Yesterday morning I had my maths lesson with Matei. We’re going through past “checkpoint” papers, which are exams they give you in the UK at age 14 but don’t immediately count for anything. (He’s going through the British system.) At the start of the session his mother gave me icre – fish-egg paste on pieces of bread, and doboș, a Hungarian layered cake. At ten in the morning, I had to work my way up to the icre, like edging into sea water that I know is too cold, but I finally took the plunge and it was fine. The doboș was delicious. After the session, his parents told me about an online influencer who knew all kinds of magic tricks to get people to view your content, and I was made to watch a video about him on their smart TV. Mercifully, it was only a few minutes long.
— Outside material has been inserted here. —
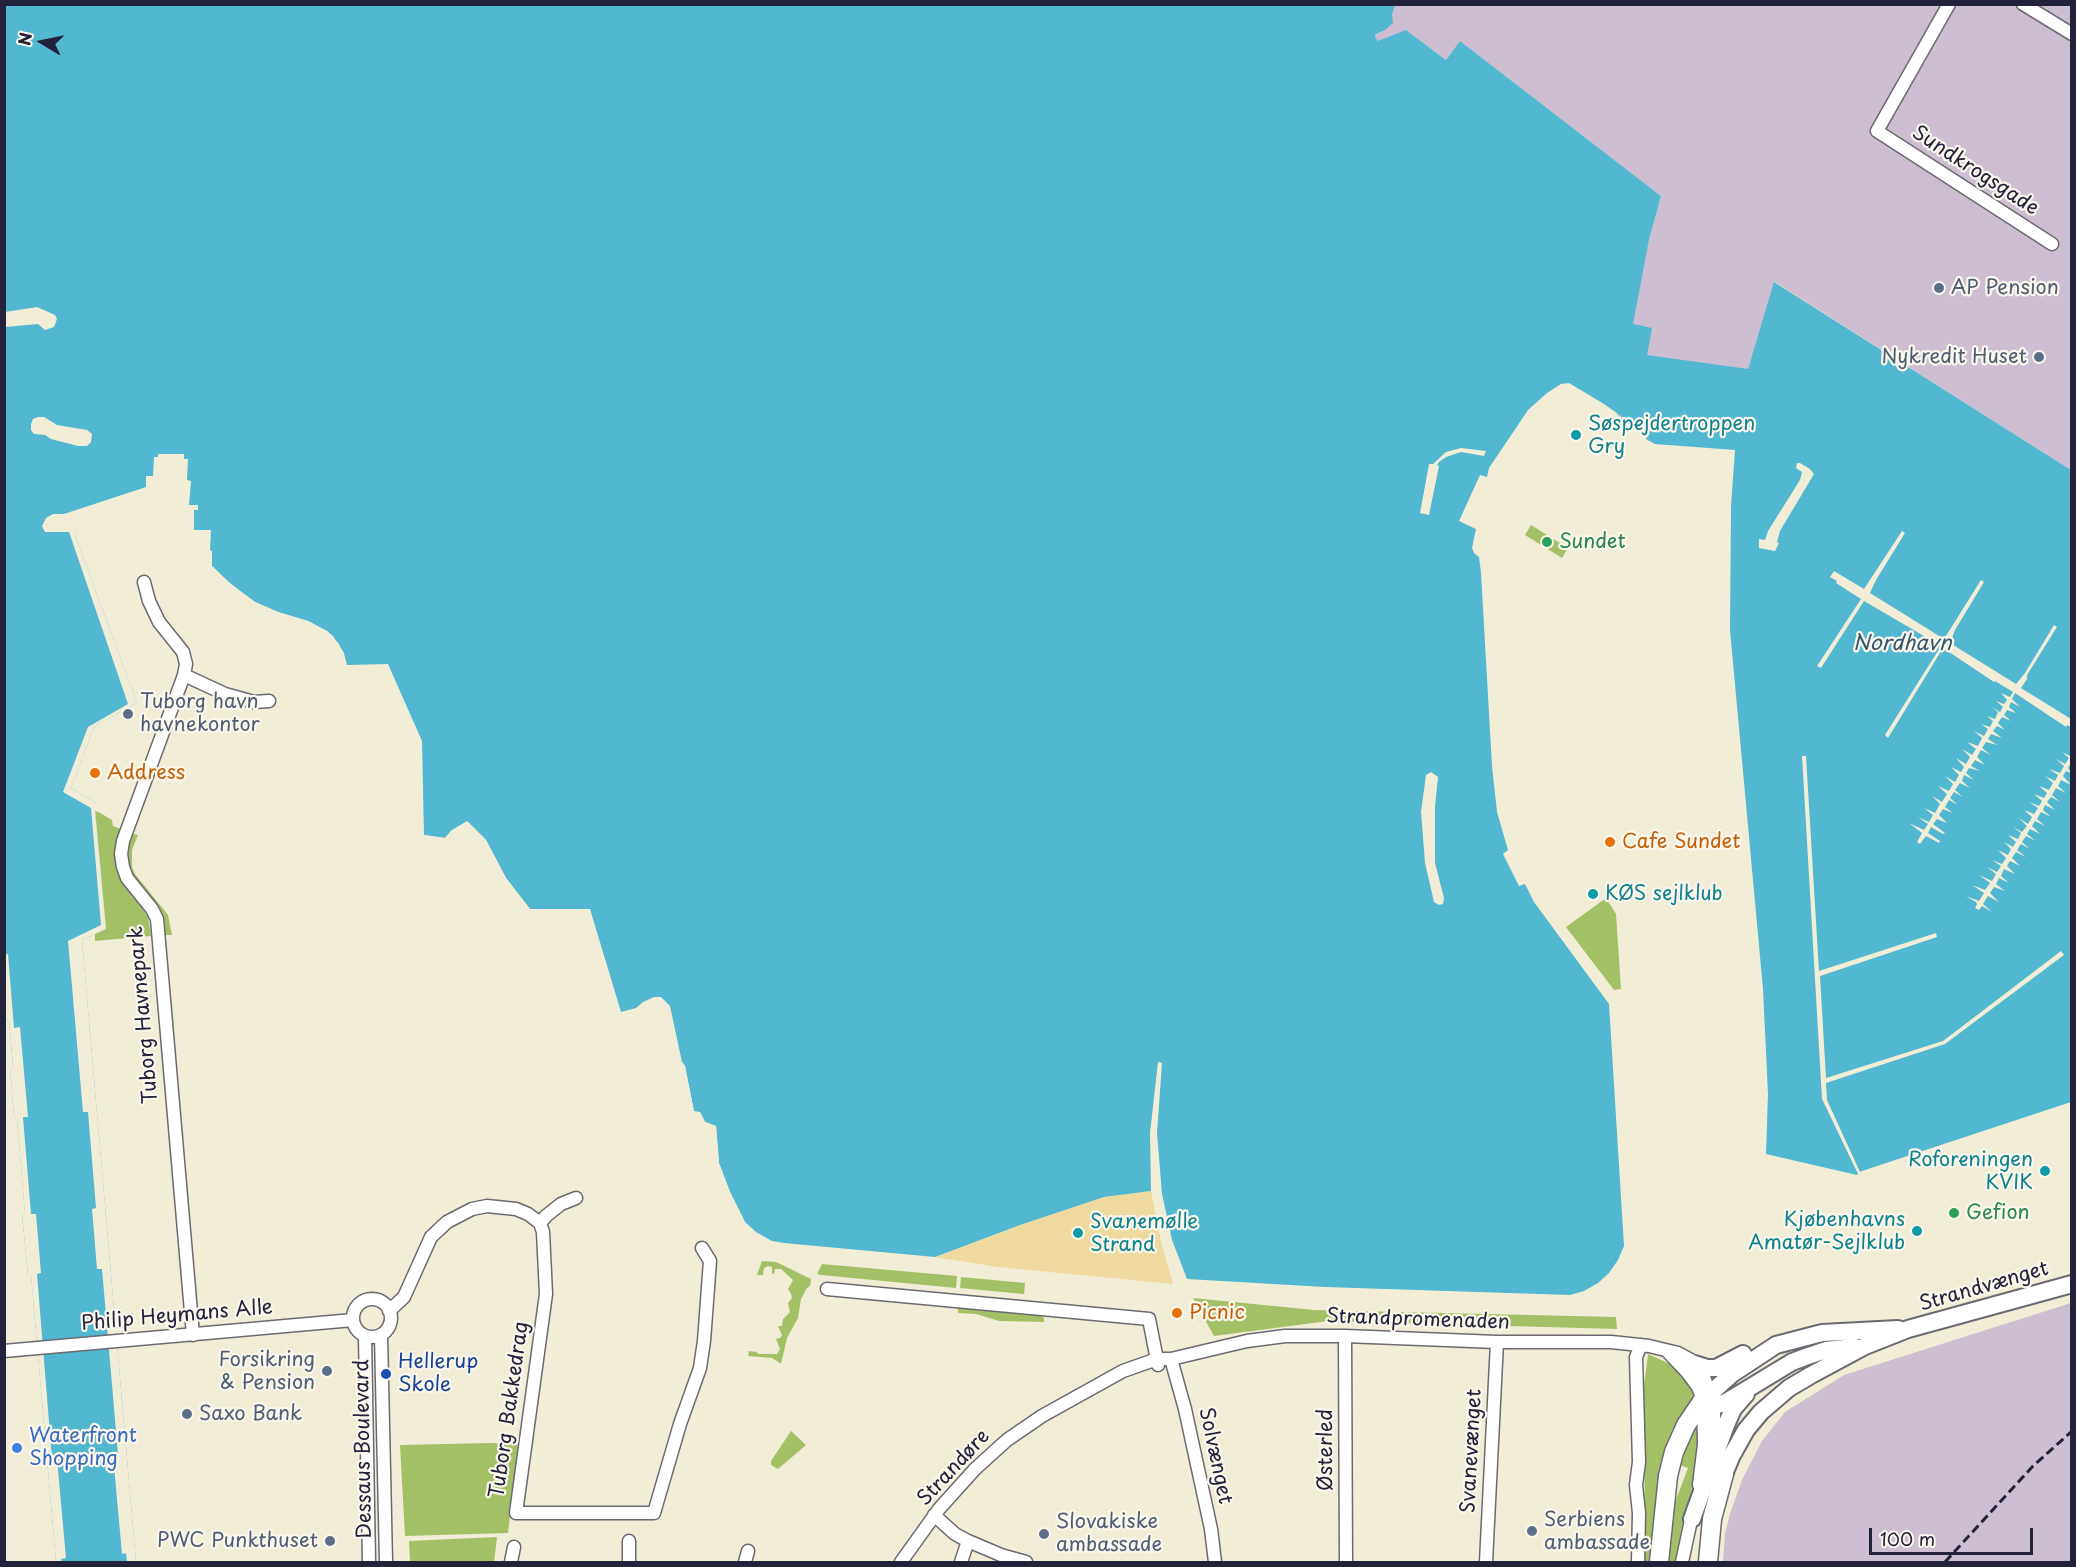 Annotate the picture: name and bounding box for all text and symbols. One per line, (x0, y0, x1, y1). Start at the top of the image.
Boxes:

What makes you think I should see this?

I looked at another property yesterday, and will get to see one more tomorrow. The owner of the place – a lady in her seventies and no more than five foot tall – was lovely. She seemed a typical older Romanian woman, with all her preserves jarred and labelled in the pantry. Talking to older Romanians gives me a fascinating window on their lives, and makes a nice change from hearing about ambitious career plans and trips to Greek islands.

I’ve been watching a weird series on Netflix, with a weirdly long title to match: The Woman in the House Across the Street from the Girl in the Window. Some exercises I did last week on car parts made me think of some other weirdly long titles from the recently (and sadly) departed Meat Loaf: I’d Do Anything for Love (But I Won’t Do That), and Objects in the Rear View Mirror May Appear Closer Than They Are. Both those songs were on the hugely successful Bat Out of Hell II album, which came out when I was a teenager.

This was my attempt at yesterday’s Wordle:

I was lucky to get so close with my second guess, but as for the actual solution, I thought, when did people start using this word? Luckily, there’s something called Google Ngrams which shows you how word frequencies have changed over time in printed material. You can even compare words, such as trope and tripe. Trope has indeed exploded in my lifetime:

Below is how the spelling of the country I live in has changed in English over two centuries. I certainly prefer the current spelling, which only took over in the 1970s. Note how mentions of Romania (spelt in any way) peaked during the Ceaușescu era, and dropped off a bit in the 1990s.

My mother still sometimes refers to the sort of computer you hold in your hand, like the one I’ve just bought, as a telephone:

It used to be unprintable, didn’t it? It’s now six times as printable as it was at the turn of the century.